• _WORK INSTRUCTIONS_
Respond with the count alone after checking every line in the material below for "bottom".
====== GIVEN ENTRIES
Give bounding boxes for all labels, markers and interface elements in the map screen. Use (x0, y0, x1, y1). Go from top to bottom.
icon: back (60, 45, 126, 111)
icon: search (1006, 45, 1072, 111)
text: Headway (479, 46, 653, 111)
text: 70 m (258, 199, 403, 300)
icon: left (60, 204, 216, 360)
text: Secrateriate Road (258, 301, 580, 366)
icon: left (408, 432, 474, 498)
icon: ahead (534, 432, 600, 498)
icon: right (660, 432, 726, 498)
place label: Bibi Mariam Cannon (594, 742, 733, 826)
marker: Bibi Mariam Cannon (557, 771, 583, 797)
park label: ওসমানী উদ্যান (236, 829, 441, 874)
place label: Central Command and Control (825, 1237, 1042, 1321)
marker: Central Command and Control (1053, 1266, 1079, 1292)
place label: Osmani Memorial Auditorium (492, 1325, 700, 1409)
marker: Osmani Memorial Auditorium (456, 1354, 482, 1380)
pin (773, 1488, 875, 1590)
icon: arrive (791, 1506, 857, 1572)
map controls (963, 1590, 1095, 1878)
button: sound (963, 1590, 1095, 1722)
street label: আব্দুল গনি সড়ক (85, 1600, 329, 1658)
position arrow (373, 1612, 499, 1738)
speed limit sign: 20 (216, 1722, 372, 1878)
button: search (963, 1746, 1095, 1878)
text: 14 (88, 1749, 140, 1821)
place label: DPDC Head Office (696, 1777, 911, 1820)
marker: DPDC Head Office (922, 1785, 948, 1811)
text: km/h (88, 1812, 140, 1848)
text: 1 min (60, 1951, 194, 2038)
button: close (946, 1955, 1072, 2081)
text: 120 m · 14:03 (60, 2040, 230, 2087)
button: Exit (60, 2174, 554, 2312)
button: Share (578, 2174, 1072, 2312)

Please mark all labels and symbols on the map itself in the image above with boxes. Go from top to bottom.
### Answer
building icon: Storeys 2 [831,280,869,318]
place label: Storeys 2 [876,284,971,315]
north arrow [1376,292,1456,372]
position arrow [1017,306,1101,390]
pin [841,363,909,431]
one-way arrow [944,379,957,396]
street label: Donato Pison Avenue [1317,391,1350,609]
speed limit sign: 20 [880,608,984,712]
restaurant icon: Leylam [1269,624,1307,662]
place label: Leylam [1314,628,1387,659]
============
• _TASK SOLUTION_
2